**What you will do**
Among the lines of the entries below, count those containing the word "this" and answer with the number only.

**Recorded information**
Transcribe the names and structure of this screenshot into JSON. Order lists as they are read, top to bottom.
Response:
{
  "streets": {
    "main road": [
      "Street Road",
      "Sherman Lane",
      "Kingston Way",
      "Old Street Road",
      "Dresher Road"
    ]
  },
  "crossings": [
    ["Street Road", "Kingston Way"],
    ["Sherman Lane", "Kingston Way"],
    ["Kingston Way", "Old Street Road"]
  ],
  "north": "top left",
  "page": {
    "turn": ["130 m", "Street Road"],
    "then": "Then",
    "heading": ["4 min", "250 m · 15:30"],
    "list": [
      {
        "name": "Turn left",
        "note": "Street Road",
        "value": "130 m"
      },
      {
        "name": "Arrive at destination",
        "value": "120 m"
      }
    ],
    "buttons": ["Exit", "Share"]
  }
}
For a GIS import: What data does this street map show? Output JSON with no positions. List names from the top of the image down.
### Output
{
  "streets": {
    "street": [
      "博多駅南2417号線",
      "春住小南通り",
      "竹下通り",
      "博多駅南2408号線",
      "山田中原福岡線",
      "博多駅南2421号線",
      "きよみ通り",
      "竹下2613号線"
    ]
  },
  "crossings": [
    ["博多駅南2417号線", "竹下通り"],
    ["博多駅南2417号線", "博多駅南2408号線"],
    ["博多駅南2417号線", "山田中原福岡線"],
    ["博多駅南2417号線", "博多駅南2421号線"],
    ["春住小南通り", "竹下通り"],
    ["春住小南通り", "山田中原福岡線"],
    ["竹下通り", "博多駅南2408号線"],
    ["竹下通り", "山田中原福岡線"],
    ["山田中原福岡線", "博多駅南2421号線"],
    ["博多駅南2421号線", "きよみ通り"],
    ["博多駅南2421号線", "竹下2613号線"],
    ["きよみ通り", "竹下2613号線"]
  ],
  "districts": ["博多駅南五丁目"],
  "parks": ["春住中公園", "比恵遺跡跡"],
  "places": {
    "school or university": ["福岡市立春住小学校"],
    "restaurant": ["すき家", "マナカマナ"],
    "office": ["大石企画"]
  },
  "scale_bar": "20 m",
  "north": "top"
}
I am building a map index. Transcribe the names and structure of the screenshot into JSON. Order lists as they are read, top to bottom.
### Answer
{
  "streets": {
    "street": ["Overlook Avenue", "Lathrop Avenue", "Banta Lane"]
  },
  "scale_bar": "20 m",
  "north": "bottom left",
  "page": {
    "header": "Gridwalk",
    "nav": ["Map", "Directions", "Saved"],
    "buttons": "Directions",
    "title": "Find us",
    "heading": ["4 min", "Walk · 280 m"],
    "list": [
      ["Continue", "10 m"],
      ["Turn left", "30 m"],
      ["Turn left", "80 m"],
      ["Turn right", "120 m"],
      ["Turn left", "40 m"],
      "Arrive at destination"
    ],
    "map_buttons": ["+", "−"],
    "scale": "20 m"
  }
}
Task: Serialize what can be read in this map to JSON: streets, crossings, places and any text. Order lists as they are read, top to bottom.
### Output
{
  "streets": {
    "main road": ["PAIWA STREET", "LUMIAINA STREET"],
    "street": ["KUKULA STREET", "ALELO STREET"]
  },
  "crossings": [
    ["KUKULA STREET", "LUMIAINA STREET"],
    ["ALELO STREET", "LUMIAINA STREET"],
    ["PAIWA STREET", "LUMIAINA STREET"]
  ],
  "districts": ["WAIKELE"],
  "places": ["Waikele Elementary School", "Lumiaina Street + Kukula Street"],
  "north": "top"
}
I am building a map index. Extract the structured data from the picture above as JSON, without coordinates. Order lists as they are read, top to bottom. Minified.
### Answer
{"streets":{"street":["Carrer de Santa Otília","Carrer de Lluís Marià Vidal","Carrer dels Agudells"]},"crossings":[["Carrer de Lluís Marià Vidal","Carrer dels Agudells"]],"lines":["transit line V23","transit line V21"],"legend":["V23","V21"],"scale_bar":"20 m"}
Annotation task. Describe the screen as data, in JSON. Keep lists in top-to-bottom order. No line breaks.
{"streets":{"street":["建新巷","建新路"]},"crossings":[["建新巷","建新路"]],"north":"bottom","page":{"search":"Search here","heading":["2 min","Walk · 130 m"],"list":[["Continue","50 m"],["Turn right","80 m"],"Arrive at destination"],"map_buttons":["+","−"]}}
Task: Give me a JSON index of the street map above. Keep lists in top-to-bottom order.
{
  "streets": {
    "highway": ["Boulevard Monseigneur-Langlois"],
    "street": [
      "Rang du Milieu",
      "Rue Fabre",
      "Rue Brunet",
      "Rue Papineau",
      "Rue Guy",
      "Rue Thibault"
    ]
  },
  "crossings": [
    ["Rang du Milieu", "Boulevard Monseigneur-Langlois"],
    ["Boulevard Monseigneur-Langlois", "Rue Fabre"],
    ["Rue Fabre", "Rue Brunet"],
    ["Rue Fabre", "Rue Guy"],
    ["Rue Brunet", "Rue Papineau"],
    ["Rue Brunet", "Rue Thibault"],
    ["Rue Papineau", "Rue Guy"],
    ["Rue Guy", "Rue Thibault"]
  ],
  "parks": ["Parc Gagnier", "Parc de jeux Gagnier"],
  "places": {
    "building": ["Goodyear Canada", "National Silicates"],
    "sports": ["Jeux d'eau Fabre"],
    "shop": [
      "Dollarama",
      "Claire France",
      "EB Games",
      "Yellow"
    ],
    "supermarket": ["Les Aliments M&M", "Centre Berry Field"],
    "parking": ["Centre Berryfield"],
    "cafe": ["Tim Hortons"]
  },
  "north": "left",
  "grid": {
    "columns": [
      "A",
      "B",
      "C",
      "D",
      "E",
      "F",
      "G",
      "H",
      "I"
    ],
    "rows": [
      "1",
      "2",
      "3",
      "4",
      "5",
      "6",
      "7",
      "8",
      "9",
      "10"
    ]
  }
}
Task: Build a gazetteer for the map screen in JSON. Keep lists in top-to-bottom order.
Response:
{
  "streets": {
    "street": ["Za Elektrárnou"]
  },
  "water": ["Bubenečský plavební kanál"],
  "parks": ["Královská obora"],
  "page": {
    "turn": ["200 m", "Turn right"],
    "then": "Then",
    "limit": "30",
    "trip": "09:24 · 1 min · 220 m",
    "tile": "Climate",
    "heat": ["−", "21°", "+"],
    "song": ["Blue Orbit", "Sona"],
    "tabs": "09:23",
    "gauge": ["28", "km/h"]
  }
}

**Response**
3